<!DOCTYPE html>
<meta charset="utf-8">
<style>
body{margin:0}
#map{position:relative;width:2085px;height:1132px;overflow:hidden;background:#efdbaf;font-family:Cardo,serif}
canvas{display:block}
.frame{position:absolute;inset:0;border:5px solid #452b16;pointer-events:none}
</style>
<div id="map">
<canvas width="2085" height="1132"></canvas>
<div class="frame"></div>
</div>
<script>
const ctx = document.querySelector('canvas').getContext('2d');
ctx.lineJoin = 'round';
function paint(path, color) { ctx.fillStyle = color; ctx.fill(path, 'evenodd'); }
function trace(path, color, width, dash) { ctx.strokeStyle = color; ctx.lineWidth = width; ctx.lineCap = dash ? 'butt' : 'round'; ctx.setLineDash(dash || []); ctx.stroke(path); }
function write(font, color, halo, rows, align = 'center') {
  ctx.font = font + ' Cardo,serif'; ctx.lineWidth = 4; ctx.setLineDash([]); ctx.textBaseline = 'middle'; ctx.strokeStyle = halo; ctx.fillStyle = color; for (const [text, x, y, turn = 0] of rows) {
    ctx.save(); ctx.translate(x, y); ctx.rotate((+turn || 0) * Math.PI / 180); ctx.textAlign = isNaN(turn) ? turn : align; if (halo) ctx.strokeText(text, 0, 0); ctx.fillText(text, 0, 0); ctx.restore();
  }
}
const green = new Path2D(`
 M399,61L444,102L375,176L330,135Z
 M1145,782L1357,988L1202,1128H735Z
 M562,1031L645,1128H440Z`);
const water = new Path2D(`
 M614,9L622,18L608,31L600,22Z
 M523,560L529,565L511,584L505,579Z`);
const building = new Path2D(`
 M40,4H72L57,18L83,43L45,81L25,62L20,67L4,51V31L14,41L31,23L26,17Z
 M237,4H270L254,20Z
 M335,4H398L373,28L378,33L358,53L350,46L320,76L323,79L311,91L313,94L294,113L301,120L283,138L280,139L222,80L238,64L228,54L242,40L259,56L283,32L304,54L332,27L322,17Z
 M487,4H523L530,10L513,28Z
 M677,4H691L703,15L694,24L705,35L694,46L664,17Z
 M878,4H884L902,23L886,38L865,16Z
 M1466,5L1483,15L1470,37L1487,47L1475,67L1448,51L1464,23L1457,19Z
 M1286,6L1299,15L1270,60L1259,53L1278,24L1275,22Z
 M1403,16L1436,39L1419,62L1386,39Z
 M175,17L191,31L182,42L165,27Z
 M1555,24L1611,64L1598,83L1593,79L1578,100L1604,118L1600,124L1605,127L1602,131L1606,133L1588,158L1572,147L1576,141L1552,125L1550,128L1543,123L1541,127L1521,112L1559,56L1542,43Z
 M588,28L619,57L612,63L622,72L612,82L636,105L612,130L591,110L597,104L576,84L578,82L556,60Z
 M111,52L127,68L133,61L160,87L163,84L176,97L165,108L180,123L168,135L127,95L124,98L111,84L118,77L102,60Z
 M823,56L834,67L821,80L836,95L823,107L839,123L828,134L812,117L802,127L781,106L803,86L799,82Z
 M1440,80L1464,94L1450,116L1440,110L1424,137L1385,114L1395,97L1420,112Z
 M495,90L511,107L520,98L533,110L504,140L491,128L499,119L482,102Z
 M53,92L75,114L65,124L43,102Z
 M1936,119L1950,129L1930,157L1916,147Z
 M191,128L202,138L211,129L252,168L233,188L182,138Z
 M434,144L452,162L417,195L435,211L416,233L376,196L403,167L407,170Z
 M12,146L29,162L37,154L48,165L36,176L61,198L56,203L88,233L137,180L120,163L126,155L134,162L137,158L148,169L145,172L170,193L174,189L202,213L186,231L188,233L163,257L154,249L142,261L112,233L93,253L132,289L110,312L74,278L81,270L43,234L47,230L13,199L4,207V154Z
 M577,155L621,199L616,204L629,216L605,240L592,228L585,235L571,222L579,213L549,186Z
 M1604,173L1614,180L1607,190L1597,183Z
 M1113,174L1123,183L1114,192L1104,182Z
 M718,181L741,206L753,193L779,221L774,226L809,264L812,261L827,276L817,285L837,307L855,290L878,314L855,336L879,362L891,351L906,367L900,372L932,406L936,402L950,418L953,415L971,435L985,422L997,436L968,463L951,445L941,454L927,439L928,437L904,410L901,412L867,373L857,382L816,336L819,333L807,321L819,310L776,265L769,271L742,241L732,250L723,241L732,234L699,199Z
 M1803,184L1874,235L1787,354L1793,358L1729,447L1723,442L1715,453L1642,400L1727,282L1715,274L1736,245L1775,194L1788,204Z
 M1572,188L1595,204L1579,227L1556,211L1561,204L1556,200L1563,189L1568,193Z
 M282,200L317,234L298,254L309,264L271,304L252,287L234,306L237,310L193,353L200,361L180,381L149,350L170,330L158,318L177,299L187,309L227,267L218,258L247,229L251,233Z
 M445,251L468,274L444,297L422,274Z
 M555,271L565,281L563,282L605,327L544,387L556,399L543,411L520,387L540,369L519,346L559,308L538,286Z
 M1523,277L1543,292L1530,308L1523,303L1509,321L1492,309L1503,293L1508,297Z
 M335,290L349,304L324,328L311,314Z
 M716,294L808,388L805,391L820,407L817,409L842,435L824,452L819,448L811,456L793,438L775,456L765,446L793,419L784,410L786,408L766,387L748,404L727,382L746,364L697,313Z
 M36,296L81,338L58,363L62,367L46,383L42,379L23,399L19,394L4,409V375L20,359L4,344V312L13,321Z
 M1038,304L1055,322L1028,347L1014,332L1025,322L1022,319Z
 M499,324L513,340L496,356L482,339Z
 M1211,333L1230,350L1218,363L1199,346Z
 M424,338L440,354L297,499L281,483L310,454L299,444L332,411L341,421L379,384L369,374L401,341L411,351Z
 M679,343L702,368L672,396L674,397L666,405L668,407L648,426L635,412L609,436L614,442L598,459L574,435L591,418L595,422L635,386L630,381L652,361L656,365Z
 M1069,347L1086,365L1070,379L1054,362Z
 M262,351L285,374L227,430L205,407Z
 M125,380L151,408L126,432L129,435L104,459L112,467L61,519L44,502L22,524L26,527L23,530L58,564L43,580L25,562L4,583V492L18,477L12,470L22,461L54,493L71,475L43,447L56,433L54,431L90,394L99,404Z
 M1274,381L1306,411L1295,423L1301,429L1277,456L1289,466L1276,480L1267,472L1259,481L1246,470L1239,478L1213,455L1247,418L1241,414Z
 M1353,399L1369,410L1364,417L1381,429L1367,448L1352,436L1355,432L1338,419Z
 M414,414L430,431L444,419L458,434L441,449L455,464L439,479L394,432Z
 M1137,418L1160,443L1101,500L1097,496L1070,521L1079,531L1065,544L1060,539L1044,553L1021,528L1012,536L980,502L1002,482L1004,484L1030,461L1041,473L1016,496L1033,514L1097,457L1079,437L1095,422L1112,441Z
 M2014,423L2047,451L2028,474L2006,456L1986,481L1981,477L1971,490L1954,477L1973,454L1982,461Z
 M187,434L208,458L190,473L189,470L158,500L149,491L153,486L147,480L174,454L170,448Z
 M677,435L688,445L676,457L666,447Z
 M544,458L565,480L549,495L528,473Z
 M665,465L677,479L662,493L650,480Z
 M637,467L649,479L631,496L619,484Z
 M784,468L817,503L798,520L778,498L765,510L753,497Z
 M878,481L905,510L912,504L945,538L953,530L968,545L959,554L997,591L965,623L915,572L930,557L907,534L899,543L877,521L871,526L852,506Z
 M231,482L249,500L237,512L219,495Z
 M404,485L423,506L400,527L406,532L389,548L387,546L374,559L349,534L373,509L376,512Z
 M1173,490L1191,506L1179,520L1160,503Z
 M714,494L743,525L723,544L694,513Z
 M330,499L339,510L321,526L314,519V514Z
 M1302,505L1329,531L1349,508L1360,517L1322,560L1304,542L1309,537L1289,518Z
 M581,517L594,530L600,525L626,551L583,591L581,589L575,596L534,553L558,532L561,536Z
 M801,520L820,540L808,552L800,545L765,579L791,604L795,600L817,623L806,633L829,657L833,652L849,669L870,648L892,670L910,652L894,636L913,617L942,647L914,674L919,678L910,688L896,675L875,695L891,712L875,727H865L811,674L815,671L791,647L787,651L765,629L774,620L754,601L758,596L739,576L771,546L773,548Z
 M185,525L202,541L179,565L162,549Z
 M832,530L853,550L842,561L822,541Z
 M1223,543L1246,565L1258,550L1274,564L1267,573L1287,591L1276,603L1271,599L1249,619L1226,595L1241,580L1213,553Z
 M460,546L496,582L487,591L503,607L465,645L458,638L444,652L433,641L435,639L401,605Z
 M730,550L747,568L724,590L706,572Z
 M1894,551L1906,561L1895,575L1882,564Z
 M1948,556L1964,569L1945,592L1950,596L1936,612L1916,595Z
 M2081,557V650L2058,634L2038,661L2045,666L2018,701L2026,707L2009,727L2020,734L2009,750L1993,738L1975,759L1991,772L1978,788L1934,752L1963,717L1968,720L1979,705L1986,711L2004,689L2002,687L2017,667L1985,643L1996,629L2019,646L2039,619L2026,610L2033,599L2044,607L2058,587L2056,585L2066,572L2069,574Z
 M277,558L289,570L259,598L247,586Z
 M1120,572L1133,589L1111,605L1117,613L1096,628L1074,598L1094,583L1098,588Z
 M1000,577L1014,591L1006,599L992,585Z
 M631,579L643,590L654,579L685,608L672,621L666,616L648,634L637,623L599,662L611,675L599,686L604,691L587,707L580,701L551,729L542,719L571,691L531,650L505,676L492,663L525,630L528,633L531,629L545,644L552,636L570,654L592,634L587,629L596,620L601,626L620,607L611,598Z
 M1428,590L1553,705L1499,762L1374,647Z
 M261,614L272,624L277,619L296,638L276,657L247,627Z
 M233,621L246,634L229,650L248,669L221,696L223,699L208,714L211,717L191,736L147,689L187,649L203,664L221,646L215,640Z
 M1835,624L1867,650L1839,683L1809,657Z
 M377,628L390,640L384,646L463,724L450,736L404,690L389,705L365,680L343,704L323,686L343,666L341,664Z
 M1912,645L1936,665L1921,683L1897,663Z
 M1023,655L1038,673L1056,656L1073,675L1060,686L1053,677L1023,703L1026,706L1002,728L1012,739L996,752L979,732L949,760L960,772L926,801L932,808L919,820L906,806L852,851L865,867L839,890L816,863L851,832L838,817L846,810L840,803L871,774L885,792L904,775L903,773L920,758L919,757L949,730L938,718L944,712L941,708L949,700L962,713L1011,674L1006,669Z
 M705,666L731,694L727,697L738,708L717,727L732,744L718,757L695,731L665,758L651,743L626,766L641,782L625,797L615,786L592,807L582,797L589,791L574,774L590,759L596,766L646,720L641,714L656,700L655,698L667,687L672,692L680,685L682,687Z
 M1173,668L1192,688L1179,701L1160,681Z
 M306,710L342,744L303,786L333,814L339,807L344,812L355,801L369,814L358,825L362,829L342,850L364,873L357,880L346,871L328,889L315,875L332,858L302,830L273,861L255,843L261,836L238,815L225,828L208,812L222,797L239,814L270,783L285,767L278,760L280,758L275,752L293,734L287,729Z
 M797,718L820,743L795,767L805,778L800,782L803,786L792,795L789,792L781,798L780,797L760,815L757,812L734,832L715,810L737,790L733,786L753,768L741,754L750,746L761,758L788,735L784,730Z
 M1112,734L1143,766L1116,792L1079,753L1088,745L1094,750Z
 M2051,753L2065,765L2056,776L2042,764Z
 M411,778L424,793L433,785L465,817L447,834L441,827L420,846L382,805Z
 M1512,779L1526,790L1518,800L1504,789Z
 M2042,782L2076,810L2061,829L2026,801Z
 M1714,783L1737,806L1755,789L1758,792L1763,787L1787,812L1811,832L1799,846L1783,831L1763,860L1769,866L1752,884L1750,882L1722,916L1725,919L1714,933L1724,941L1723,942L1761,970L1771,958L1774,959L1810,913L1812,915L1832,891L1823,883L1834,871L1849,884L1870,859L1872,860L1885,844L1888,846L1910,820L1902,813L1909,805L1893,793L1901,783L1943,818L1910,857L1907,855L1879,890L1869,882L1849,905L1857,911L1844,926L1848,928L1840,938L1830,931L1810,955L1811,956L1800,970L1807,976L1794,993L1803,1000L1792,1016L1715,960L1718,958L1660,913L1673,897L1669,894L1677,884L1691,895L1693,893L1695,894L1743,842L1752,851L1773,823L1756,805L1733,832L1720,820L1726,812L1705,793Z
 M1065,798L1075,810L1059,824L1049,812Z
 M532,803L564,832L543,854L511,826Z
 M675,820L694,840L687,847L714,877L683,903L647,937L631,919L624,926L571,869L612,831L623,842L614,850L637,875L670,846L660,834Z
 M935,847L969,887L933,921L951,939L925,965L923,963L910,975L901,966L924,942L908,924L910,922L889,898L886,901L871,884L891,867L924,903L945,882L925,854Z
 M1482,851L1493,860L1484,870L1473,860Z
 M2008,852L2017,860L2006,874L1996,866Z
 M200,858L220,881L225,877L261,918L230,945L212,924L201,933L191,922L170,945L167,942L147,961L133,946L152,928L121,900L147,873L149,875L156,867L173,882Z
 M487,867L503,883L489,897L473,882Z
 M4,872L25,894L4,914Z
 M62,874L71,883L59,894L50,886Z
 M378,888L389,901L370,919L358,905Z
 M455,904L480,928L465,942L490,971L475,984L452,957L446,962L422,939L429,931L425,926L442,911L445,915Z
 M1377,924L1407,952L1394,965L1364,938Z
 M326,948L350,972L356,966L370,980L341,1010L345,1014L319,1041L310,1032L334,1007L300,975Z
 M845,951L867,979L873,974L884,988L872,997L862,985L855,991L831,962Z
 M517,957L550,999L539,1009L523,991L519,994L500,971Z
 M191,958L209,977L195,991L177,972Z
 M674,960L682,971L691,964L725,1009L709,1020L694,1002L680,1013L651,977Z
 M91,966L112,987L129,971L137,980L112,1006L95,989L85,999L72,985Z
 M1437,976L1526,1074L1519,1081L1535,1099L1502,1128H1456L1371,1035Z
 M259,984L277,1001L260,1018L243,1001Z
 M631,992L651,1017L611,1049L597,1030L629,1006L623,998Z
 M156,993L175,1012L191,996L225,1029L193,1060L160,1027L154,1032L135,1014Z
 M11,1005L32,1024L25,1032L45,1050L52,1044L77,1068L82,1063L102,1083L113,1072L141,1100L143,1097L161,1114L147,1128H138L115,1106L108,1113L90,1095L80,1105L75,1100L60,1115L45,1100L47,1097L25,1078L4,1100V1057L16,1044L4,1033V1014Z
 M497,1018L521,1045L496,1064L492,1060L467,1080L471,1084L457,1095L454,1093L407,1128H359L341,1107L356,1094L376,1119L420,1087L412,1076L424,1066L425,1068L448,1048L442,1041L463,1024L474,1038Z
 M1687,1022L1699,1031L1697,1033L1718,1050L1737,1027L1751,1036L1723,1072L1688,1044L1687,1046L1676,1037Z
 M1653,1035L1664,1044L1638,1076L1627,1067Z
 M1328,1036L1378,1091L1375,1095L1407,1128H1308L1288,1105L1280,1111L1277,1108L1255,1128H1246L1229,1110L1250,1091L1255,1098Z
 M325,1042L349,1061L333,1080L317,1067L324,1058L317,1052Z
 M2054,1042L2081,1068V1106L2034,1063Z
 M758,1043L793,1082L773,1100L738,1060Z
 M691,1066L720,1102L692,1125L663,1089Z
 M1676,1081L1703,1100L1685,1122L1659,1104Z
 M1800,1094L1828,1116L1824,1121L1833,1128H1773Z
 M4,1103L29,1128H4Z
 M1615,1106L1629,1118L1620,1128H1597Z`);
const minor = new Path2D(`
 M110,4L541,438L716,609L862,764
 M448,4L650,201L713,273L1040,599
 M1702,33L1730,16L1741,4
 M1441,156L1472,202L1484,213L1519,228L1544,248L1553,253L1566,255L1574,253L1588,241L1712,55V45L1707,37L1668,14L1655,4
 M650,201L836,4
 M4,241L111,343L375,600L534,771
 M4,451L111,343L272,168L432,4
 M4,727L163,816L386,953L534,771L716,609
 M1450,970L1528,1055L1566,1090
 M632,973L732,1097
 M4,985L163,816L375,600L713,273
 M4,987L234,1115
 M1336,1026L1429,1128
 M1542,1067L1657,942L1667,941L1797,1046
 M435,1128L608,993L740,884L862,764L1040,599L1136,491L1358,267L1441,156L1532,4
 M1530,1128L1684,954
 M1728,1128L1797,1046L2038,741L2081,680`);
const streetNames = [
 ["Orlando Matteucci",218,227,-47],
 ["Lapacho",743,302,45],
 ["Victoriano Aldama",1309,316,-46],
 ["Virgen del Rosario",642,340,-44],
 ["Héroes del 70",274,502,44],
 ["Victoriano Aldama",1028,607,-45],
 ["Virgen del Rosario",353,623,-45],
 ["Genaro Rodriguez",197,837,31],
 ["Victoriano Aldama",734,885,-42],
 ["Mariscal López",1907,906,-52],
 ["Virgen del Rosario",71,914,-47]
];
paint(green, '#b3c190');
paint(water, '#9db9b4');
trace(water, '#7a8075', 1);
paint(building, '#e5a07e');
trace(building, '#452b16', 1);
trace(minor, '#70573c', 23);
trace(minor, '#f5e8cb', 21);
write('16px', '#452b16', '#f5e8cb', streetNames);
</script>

==========

WHAT IS BEING ASKED
Whenever a line in the records above contains the string "function", copy that line.

EXPECTED ANSWER
function paint(path, color) { ctx.fillStyle = color; ctx.fill(path, 'evenodd'); }
function trace(path, color, width, dash) { ctx.strokeStyle = color; ctx.lineWidth = width; ctx.lineCap = dash ? 'butt' : 'round'; ctx.setLineDash(dash || []); ctx.stroke(path); }
function write(font, color, halo, rows, align = 'center') {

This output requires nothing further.